A diferencia de las células solares convencionales, un colorante orgánico convierte la luz en energía. La fabricación se realiza mediante serigrafía normal y permite una amplia gama de posibilidades de diseño.
Fabricación simple y estabilidad. Todos los materiales para la formación de las células son colocados como pasta de serigrafía en forma estructurada sobre dos placas de cristal. Ambas placas son unidades entre sí de tal manera que se forman canales con formas de meandros o estrías. En estos canales se llena el colorante y un electrolito gelatinizable y ya está lista la célula solar.

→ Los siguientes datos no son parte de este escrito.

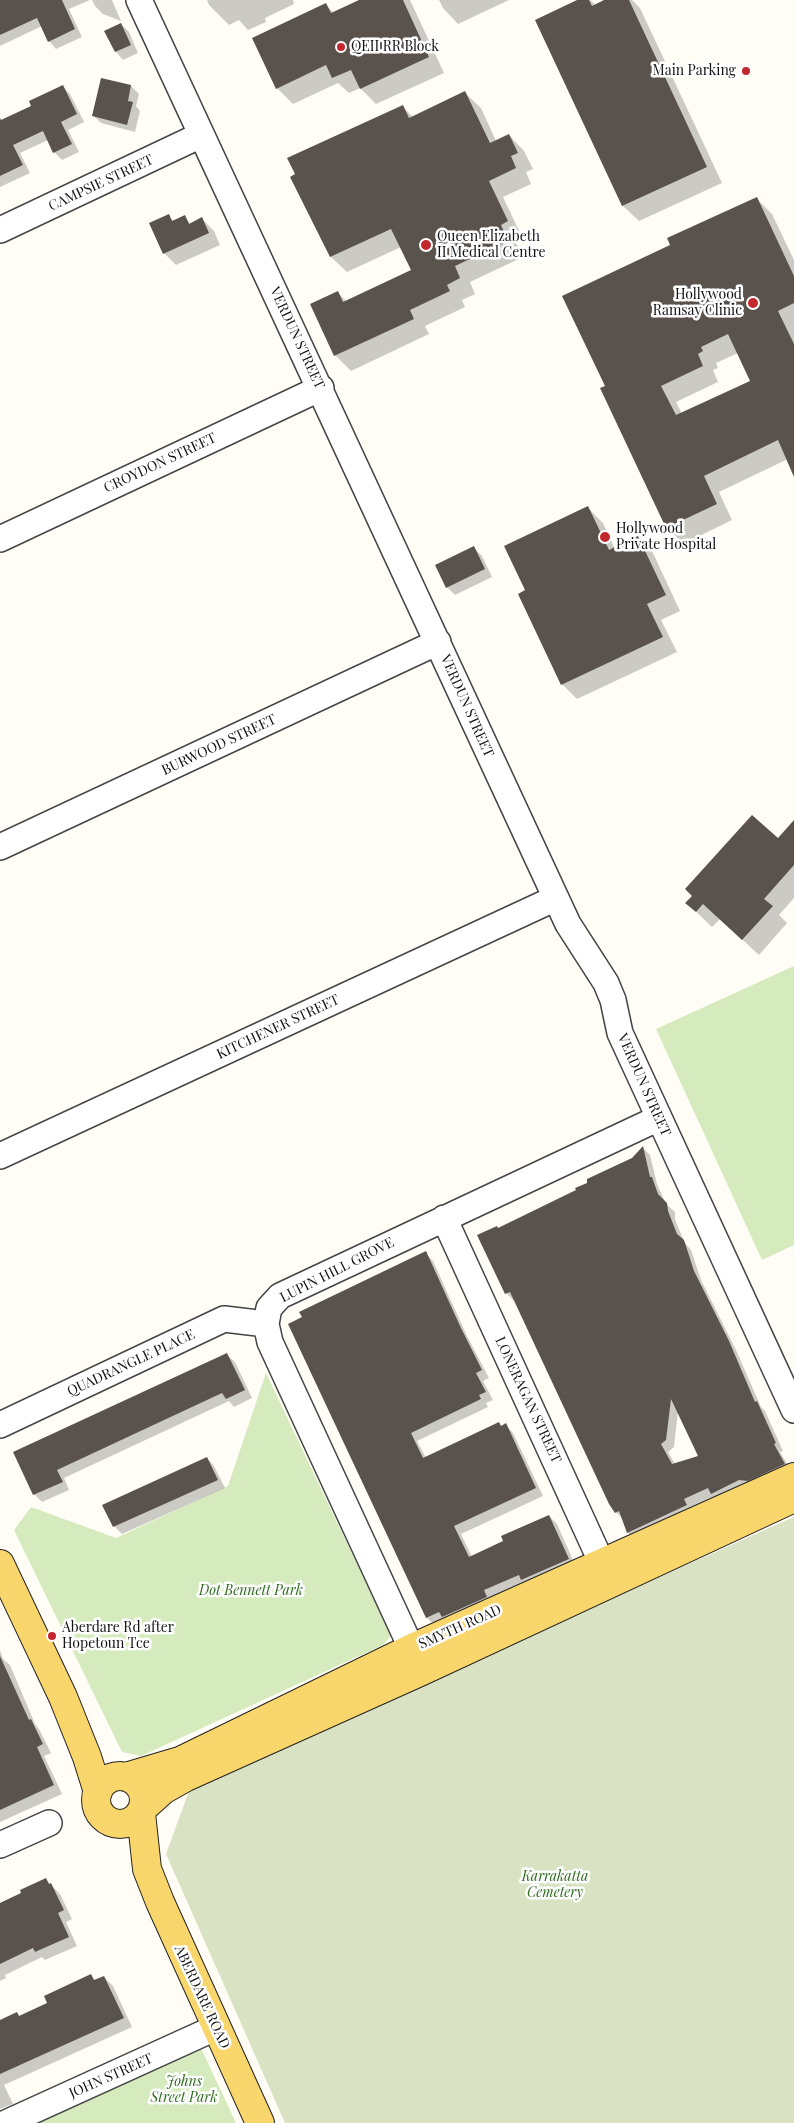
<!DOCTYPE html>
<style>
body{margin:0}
canvas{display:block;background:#fffdf5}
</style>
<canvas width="794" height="2123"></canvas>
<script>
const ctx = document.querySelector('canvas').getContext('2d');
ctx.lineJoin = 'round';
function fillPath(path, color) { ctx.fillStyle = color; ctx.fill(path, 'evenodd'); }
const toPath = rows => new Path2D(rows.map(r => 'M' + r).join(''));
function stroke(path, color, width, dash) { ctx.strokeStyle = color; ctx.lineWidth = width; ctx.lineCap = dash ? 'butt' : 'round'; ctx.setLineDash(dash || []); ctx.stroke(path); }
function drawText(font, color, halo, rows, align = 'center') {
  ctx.font = font + ' "Playfair Display",serif'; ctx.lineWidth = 5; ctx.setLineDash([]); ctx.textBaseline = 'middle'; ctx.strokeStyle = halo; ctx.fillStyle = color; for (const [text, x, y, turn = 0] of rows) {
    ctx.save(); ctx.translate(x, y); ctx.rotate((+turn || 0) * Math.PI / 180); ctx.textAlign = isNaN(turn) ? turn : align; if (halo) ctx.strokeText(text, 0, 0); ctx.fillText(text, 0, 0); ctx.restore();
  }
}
fillPath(toPath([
 [794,966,794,1245,762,1260,656,1029],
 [266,1373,391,1636,383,1645,141,1756,122,1752,14,1530,31,1507,116,1538,228,1486],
 [200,2046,236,2123,30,2123]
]), '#d5ebbd');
fillPath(toPath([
 [794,1517,794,2123,285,2123,166,1854,189,1791,516,1641]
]), '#d9e3c4');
fillPath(toPath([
 [0,0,90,0,69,9,82,37,56,49,49,41,42,26,0,46],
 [92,0,112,0,121,21,103,14,95,6],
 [207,0,293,0,294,4,265,18,266,22,248,30,239,20,229,25,209,5],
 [362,0,410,0,444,73,376,104,360,88,349,93,338,83,293,104,277,88,326,5,334,13],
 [439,0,509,0,458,24,443,8],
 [580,0,590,0,596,5,607,0,632,0,640,8,722,183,639,221,623,206,537,20],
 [121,24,129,32,138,53,123,60,116,52,106,31],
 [102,79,131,86,139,94,136,106,140,111,135,132,101,123,93,115],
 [62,86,70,94,84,122,68,130,79,152,62,160,54,152,48,140,20,153,30,173,0,187,0,122,32,106],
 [465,93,481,108,496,141,509,135,524,151,533,169,526,172,531,184,503,197,522,237,515,241,523,257,470,282,475,294,462,300,465,307,425,326,429,334,351,371,335,355,337,292,346,301,412,271,401,247,347,272,331,257,292,177,403,107,413,117],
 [756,198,772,214,794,260,794,471,788,459,719,492,732,520,683,544,667,527,606,387,672,246],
 [738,353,751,382,682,414,676,402,718,382,713,370,718,368,716,363],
 [168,216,174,221,184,217,191,224,202,219,214,231,220,245,176,265,164,253],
 [588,508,603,523,615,549,638,538,653,553,680,611,661,620,677,652,577,699,562,684,526,591],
 [474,548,482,556,492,577,455,595,447,587],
 [794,828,794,898,779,915,787,923,759,955,720,919,712,927,687,903],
 [643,1148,650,1155,657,1184,666,1204,675,1212,675,1220,685,1243,691,1250,701,1280,736,1350,761,1407,765,1411,783,1451,780,1452,792,1472,720,1501,715,1496,690,1507,694,1513,636,1540,628,1533,624,1520,616,1512,516,1300,514,1301,506,1293,498,1229,577,1191,633,1159],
 [678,1411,699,1456,675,1464,668,1452,674,1447],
 [425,1253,433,1261,467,1336,489,1378,483,1381,493,1400,486,1403,488,1407,417,1441,426,1458,506,1425,513,1433,543,1496,461,1534,472,1557,505,1542,549,1516,557,1524,576,1567,435,1625,427,1618,290,1324],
 [227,1355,235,1362,252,1398,234,1407,229,1401,64,1478,69,1490,42,1502,34,1494,15,1453],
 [207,1458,214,1466,225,1488,122,1534,114,1526],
 [0,1650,3,1659,10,1665,35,1724,39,1729,51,1753,44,1756,62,1794,0,1822],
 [46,1880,60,1894,72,1919,66,1922,77,1946,45,1960,42,1957,5,1975,6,1978,0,1981,0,1903,23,1893],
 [91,1976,96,1981,104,1977,113,1986,132,2027,4,2085,13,2104,0,2109,0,2022,17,2014,20,2017,49,2004]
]), '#0003');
fillPath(toPath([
 [0,0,62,0,75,29,48,42,37,18,0,35],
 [359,0,403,0,429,57,360,89,351,70,332,78,326,65,276,89,252,38,326,3,331,13],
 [577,0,589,0,592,6,604,0,629,0,707,167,622,206,535,20],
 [121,23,131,45,115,52,104,31],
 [101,78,131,85,128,101,133,102,127,125,92,116],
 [63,85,77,114,61,122,72,144,53,153,43,131,13,145,23,165,0,176,0,118,1,120,31,106,29,101],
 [465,91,490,143,509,134,518,153,511,156,516,168,489,181,508,221,501,225,508,241,455,266,460,278,447,285,450,291,410,310,414,319,334,356,310,304,338,291,343,302,411,270,391,229,330,257,290,177,295,174,287,158,403,105,409,118],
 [757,197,794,276,794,303,778,311,794,344,794,477,778,440,704,476,717,504,666,528,600,388,605,386,562,296,670,245,667,238],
 [728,334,750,381,676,415,661,386,703,366,698,354,703,351,701,347],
 [169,214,172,221,185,215,189,224,202,217,209,233,163,254,149,223],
 [588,506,609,550,638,536,666,595,647,604,663,637,561,685,518,594,525,590,504,546],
 [474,546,485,569,446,588,435,565],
 [752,815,778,838,794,820,794,865,764,899,773,906,742,940,703,904,696,912,685,903,692,896,685,889],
 [643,1146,650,1177,652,1177,658,1194,667,1203,668,1211,677,1234,684,1240,694,1271,729,1341,755,1402,757,1401,776,1443,774,1444,785,1464,748,1481,739,1480,711,1494,708,1488,684,1499,687,1505,627,1533,619,1511,615,1513,609,1504,510,1292,505,1294,477,1235,497,1226,498,1228,576,1190,575,1188,587,1183,587,1179,632,1158],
 [671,1399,698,1456,672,1464,661,1444,666,1440],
 [426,1251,460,1326,482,1370,476,1373,486,1392,479,1395,481,1399,411,1433,423,1458,499,1422,501,1426,506,1423,536,1488,454,1526,469,1557,503,1541,501,1536,549,1515,569,1559,521,1580,519,1575,484,1590,487,1597,442,1617,439,1612,426,1618,288,1324,302,1317,299,1312],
 [227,1353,245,1390,226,1399,222,1393,57,1470,63,1482,33,1495,13,1452],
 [207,1457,218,1480,113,1527,102,1505],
 [0,1656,29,1720,31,1719,43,1744,37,1747,54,1785,0,1810],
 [46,1878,49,1884,51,1883,64,1910,58,1913,69,1937,35,1952,33,1948,0,1964,0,1903,21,1893,20,1890],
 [91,1974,94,1980,104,1976,124,2018,0,2074,0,2020,17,2012,19,2016,47,2003,44,1996]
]), '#5a524d');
const minor = toPath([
 [139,0,568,924,606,983,613,1000,620,1033,794,1410],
 [0,230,201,135],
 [0,539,321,388],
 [0,847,438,642],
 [0,1156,556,898],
 [444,1218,610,1581],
 [0,1425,224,1319,266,1324],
 [420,1667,270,1342,266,1324,269,1308,280,1296,659,1118],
 [0,1845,49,1823],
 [6,2123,215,2028]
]);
const major = toPath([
 [0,1564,63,1697,87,1757,98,1792],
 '96 1800a24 24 0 1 1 48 0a24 24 0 1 1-48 0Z',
 [126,1777,180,1761,412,1648,794,1477],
 [143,1808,163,1790,186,1777,422,1671,794,1498],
 [141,1813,147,1869,160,1902,260,2123]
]);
stroke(minor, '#444', 28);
stroke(major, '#222', 30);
stroke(minor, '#fff', 25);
stroke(major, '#f9d66b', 28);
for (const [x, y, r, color] of [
 [341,47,5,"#c4262e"],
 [746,71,5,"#c4262e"],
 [426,245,6,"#c4262e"],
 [753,303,6,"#c4262e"],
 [605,537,6,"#c4262e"],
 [52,1636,5,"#c4262e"]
]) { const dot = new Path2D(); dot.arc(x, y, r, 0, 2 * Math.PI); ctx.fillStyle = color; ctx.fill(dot); stroke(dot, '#fff', 2); }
drawText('14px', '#111', '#fff', [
 ["QEII RR Block",351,47],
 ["Main Parking",736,71,"right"],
 ["Queen Elizabeth",437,237],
 ["II Medical Centre",437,253],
 ["Hollywood",742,295,"right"],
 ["Ramsay Clinic",742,311,"right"],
 ["Hollywood",616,529],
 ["Private Hospital",616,545],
 ["Aberdare Rd after",62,1628],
 ["Hopetoun Tce",62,1644]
], 'left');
drawText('14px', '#111', '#fff', [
 ["CAMPSIE STREET",101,183,-25],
 ["VERDUN STREET",297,338,65],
 ["CROYDON STREET",160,463,-25],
 ["VERDUN STREET",467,706,66],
 ["BURWOOD STREET",219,745,-25],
 ["KITCHENER STREET",278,1027,-25],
 ["VERDUN STREET",644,1085,66],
 ["LUPIN HILL GROVE",337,1270,-27],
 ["QUADRANGLE PLACE",131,1363,-25],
 ["LONERAGAN STREET",528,1400,65],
 ["SMYTH ROAD",460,1627,-24],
 ["ABERDARE ROAD",202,1997,65],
 ["JOHN STREET",111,2076,-24]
]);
drawText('italic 14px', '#2f6b1f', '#fff', [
 ["Dot Bennett Park",251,1591],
 ["Karrakatta",555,1877],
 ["Cemetery",555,1893],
 ["Johns",184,2082],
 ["Street Park",184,2098]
]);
</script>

Tan fascinantes como la misma técnica resultan también las posibilidades de diseño. Los módulos son transparentes con un tono ocre. Este color se puede manipular con filtros. Las pastas coloreadas destacan el dibujo o bien generan un aspecto homogéneo de la superficie. Mediante rotulación con las capas dispersoras pueden crearse imágenes o palabras dentro de los módulos, sin considerables pérdidas de potencia. "Especialmente para las fachadas y para fines publicitarios, se genera un mundo de nuevas posibilidades", explica Andreas Hinsch, jefe de proyectos del Instituto Fraunhofer para Sistemas de Energía Solar (ISE) de Alemania.
Para la Feria de Hannover, celebrada el pasado mes, el ISE diseñó varios módulos de 30 x 30 cm² con diferentes ejemplos gráficos. En los módulos se integraron seis células solares con conexión en serie. De esta manera se obtiene una tensión de unos 4,2 V, con 0,8 A de corriente con un rendimiento de aproximadamente 2,5 %. Dentro de dos años, Hinsch espera una mejora de la técnica de impresión para alcanzar un rendimiento de 5 % en superficies de 60 x100 cm². En una superficie de 1 cm², en Japón se alcanzó según informes un nivel de rendimiento de 10,4 %.
Desde hace 15 años se investiga la célula solar con colorante, la cual transforma luz en energía eléctrica. El corazón de la célula se compone de un colorante orgánico, así como dióxido de titanio. Éste segundo integrante genera la pintura de pared blanca como producto masivo, pero en la célula solar con colorante se integra como pasta nanocristalina altamente tecnológica. El gran problema consistió siempre en lo siguiente: La célula solar con colorante necesita una pequeña cantidad de electrolito líquido. ¿Cómo se puede garantizar la estanqueidad de las células? Los investigadores del Instituto Fraunhofer han logrado un considerable paso hacia adelante con la soldadura de cristal en base a la serigrafía. Este método sella las placas de cristal herméticamente hacia afuera y protege en el interior los materiales sensibles de la degradación. Un ensayo de envejecimiento acelerado por varias miles de horas bajo diferentes condiciones, mostró un buen nivel de estabilidad a largo plazo de las células.
"En proyectos de cooperación con la industria hemos optimizado los materiales y la fabricación", dice Andreas Hinsch. "Ahora se trata de la exploración del mercado que sabe aprovechar las ventajas especiales de las células solares con colorantes. Para esto buscamos socios que deseen invertir en las primeras instalaciones de ensayo y proyectos de demostración."
Los trabajos han sido realizados en el marco de un proyecto fomentado por el Ministerio Federal para Formación e Investigación de Alemania, así como por la Unión Europea y el Estado Federal de Renania del Norte/Westfalia.